This past January, as part of her acceptance speech after receiving a special HHS Secretary’s Award for her exceptional accomplishments in the field of minority health, Mary Starke Harper, PhD, DSc, RN, FAAN, remarked that she “left home against the will of my parents who thought that instead of going to college I should take a job as a housekeeper.” Not only did she go to college, she became one of the nursing profession’s most respected leaders, educators, researchers, federal health policymakers and minority health advocates. Dr. Harper passed away on July 27 at the age of 86.
Her more than 60-year career included leadership positions at the National Institute of Mental Health, where she served as an advisor to four U.S. presidents and initiated the National Research and Development Mental Health Centers for minority populations. She also helped implement the NIH’s National Fellowship Program, which has enabled thousands of minority scientists to obtain advanced degrees. From 1979 to 1981, she was director of the White House Conference on Aging’s Office of Policy Development and Research. She was a founding member of the National Black Nurses Association and the first project officer of the American Nurses Association’s Minority Fellowship Program.
Born and raised in Alabama, Dr. Harper earned a nursing diploma from Tuskegee University in 1941, bachelor’s and master’s degrees from the University of Minnesota in the 1950s and a dual doctorate from St. Louis University in 1962. Early in her career, she was director of nursing education at the Tuskegee VA hospital and also held clinical, education and research positions at VA hospitals in other parts of the country. Her unwitting participation in the infamous Tuskegee Syphilis Study in the 1940s led her to become an advocate who fought for better health care for minorities–especially geriatric and psychiatric patients–as well as more ethical research policies.

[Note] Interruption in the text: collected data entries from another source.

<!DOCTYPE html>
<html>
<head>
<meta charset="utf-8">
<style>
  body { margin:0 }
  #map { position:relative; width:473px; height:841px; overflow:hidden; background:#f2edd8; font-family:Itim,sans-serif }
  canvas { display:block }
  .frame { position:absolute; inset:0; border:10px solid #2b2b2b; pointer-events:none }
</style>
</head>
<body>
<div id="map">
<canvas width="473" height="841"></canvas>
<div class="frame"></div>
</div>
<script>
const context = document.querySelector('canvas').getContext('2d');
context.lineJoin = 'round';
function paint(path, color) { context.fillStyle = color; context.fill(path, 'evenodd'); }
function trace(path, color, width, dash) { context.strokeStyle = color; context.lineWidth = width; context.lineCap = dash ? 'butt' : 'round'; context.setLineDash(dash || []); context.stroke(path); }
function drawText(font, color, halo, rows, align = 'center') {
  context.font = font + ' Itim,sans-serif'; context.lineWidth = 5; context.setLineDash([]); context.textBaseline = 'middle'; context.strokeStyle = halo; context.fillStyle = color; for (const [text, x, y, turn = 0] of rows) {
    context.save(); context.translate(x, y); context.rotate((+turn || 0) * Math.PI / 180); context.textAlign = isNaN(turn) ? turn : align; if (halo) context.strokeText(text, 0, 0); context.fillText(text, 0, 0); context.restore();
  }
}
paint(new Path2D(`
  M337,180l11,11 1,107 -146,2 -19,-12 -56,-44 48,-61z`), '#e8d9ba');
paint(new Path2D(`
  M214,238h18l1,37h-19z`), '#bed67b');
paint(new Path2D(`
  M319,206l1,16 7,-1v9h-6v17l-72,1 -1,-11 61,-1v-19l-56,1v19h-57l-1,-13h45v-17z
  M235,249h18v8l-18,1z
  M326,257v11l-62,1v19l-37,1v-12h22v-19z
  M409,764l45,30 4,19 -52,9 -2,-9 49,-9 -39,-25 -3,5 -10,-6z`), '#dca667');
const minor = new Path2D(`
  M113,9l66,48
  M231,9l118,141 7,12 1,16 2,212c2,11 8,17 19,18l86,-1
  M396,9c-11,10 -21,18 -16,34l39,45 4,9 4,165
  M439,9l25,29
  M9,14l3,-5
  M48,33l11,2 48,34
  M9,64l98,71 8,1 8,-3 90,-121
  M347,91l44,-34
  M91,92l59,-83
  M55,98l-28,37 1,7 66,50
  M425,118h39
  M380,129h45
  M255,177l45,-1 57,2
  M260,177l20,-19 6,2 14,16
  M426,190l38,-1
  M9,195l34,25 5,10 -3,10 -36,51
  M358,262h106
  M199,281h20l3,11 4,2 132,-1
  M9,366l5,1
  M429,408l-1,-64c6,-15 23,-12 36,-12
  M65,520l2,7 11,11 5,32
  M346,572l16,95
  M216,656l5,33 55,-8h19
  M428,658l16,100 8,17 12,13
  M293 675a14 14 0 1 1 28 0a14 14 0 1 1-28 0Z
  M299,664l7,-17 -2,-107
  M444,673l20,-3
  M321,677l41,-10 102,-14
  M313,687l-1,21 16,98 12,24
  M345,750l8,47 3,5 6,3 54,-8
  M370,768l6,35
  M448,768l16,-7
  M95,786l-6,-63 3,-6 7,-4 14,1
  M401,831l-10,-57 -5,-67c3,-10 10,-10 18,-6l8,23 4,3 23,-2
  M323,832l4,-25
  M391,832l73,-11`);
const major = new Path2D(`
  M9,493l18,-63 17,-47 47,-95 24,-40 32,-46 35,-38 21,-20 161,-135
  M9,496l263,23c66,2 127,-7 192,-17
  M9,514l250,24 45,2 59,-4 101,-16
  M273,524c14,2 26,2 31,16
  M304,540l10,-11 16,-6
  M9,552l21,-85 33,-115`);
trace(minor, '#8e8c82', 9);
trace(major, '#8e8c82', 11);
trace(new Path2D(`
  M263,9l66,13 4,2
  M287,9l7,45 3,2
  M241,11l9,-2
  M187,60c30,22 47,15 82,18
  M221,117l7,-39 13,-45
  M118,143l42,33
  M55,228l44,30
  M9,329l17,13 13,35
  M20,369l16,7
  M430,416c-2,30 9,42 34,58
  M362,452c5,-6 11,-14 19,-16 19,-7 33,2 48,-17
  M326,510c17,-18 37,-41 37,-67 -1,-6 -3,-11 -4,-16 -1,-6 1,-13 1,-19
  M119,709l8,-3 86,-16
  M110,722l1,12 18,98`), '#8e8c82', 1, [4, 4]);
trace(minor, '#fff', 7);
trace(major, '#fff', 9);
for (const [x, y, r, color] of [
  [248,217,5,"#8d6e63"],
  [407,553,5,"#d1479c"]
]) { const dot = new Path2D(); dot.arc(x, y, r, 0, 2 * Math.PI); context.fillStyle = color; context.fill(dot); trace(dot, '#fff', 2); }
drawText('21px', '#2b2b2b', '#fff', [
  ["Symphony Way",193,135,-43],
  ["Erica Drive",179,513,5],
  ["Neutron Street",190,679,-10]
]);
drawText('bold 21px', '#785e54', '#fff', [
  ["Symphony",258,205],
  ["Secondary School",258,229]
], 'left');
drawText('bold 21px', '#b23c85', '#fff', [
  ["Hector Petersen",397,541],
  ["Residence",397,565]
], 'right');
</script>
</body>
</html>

In an interview with the Washington Post, Emory University nursing researcher Ora L. Strickland, PhD, RN, FAAN, remembered Dr. Harper as “the first to shine a light on the health disparities of racial and ethnic minorities and the fact that we weren’t doing a good job with elderly people. She has had an indelible effect on health care and research in this nation, not only for racial and ethnic minorities, but for everyone.”